Chapel: lifetime checking: specifying function return lifetime

Created on 3 Feb 2018  路  13Comments  路  Source: chapel-lang/chapel

I know of the following interesting patterns:

  • lifetime is based upon 'this'
  • lifetime is infinite
  • lifetime is based upon a minimum of the lifetimes of (certain?) actual arguments

What syntax can be used to specify these, in case the default behavior is not sufficient?

Here are a few examples where we'd like to be able to specify the lifetime of the return:

Function returning an element of a global hashtable

proc getGlobalHashtableElement( const ref key ) const ref {
  return globalHashTable[key];
}

Here, lifetime inference is likely to assume that the function could return the key argument. But, once key is used to find the hashtable element, the key is no longer used.

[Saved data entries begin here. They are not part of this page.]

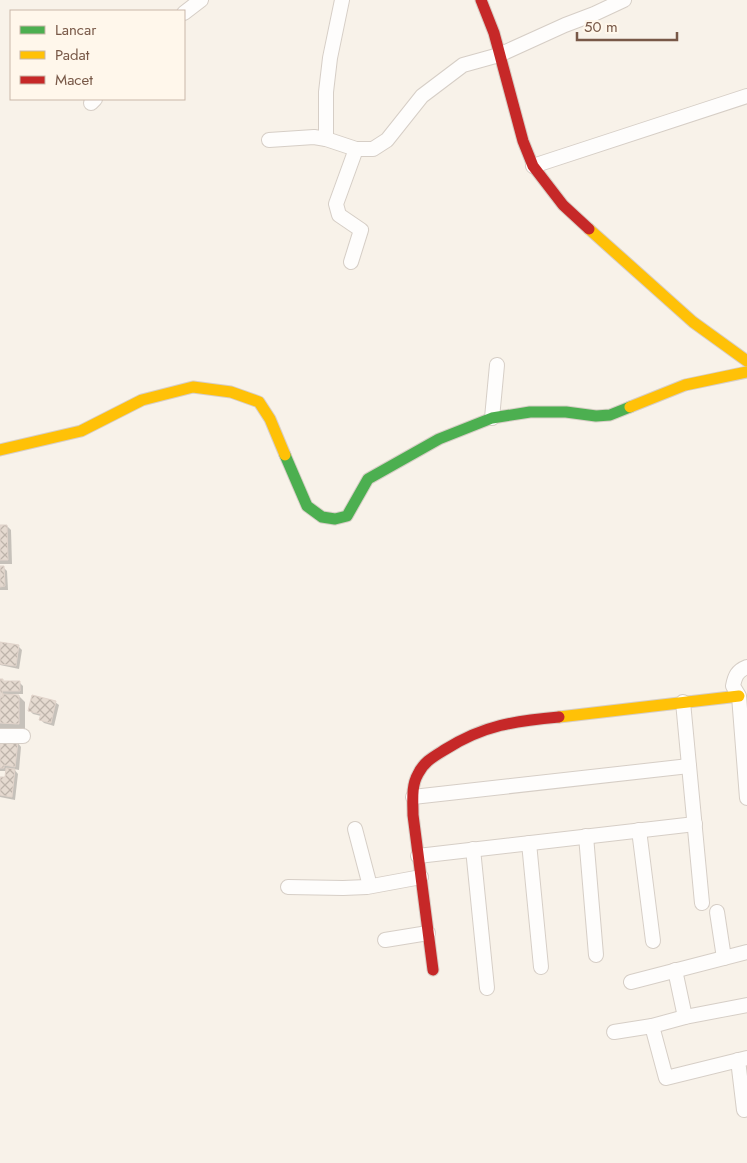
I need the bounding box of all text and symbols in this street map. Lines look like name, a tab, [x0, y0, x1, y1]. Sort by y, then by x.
legend	[10, 10, 185, 100]
scale bar	[577, 10, 677, 42]
text: 50 m	[584, 16, 618, 38]
text: Lancar	[55, 19, 97, 41]
text: Padat	[55, 44, 90, 66]
text: Macet	[55, 69, 93, 91]

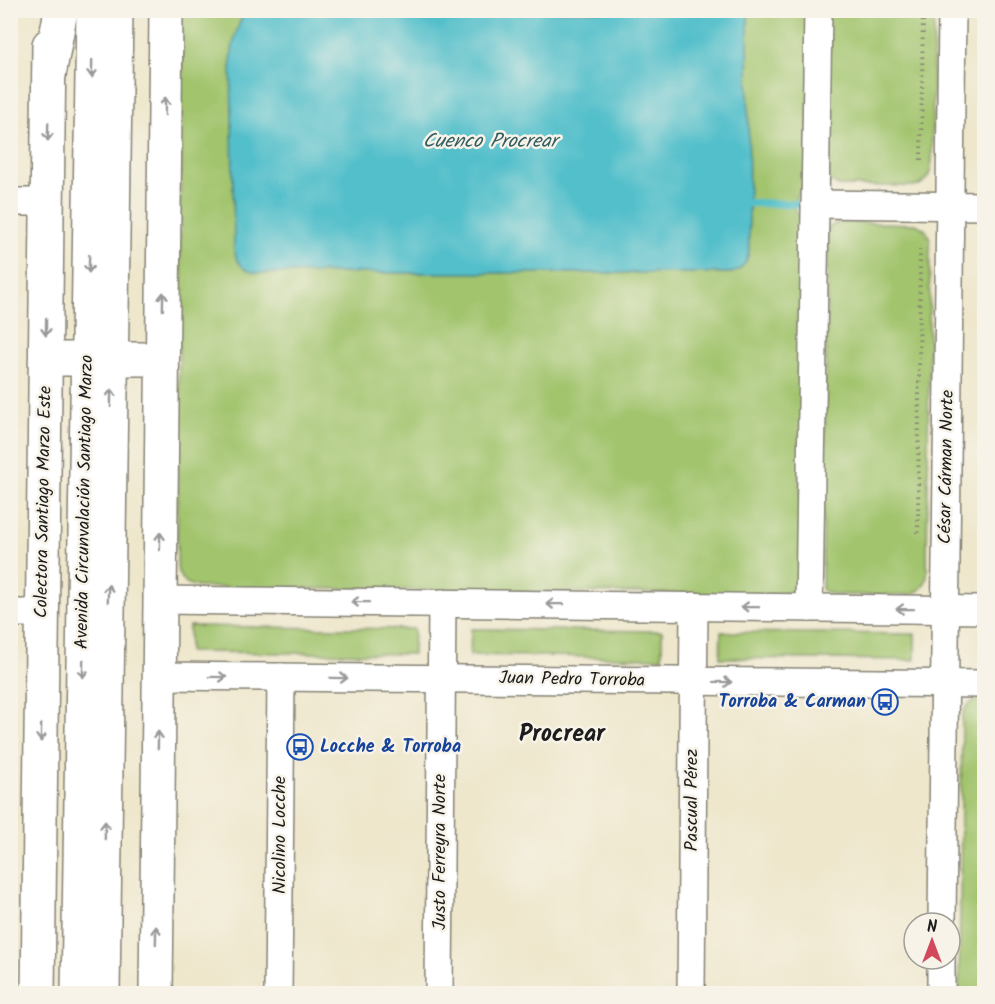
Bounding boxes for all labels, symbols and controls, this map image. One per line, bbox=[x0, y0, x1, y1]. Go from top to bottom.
one-way arrow bbox=[86, 58, 98, 78]
one-way arrow bbox=[159, 96, 171, 116]
one-way arrow bbox=[42, 121, 54, 141]
water label: Cuenco Procrear bbox=[423, 126, 562, 158]
one-way arrow bbox=[83, 253, 95, 273]
one-way arrow bbox=[157, 291, 169, 311]
one-way arrow bbox=[40, 316, 52, 336]
street label: Avenida Circunvalación Santiago Marzo bbox=[68, 355, 102, 649]
street label: Colectora Santiago Marzo Este bbox=[27, 385, 61, 619]
one-way arrow bbox=[105, 389, 117, 409]
street label: César Cárman Norte bbox=[931, 390, 963, 544]
one-way arrow bbox=[155, 532, 166, 552]
one-way arrow bbox=[102, 584, 114, 604]
one-way arrow bbox=[351, 596, 371, 608]
one-way arrow bbox=[546, 599, 566, 610]
one-way arrow bbox=[741, 601, 761, 613]
one-way arrow bbox=[896, 603, 916, 615]
one-way arrow bbox=[77, 659, 89, 679]
street label: Juan Pedro Torroba bbox=[499, 664, 645, 696]
one-way arrow bbox=[207, 671, 227, 683]
one-way arrow bbox=[329, 672, 349, 684]
one-way arrow bbox=[713, 676, 733, 688]
bus stop icon: Torroba & Carman bbox=[870, 687, 900, 717]
place label: Torroba & Carman bbox=[719, 688, 866, 717]
district label: Procrear bbox=[519, 715, 606, 754]
one-way arrow bbox=[35, 722, 47, 742]
one-way arrow bbox=[153, 731, 164, 751]
bus stop icon: Locche & Torroba bbox=[285, 732, 315, 762]
place label: Locche & Torroba bbox=[320, 733, 461, 762]
street label: Pascual Pérez bbox=[678, 749, 707, 851]
street label: Justo Ferreyra Norte bbox=[426, 774, 455, 930]
street label: Nicolino Locche bbox=[266, 776, 295, 894]
one-way arrow bbox=[99, 821, 111, 841]
north arrow bbox=[902, 911, 962, 971]
text: N bbox=[927, 915, 937, 940]
one-way arrow bbox=[151, 926, 162, 946]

Method returning an array element

proc MyType.getElement( const ref key ) const ref {
  return this.array[key];
}

Function returning an element of an outer local hashtable

proc outerFunction() {

  var D:domain(string);
  var hashtable:[D] MyClass;

  proc innerFunction( key )  {
    return hashtable[key];
  }

  var element:MyClass = nil;
  {
    var key = "test";
     element = innerFunction( key );
  }
}

The annotation for innerFunction might need to indicate lifetime matches an outer variable rather than an argument.

Language Design

All 13 comments

Providing a way to say 'infinite' might be useful, but I don't think Rust-style lifetime annotations make sense for Chapel.

I think "infinite" is somewhat the same as saying "it's a raw pointer" so perhaps the way we'd say that is by using a "raw" pointer type (whatever that is).

We could call it Unsafe(T).

The case "copyObjectTree" returns an Owned thing. My understanding is that we need to concern ourselves with the lifetime only of borrowed things. (Correct?)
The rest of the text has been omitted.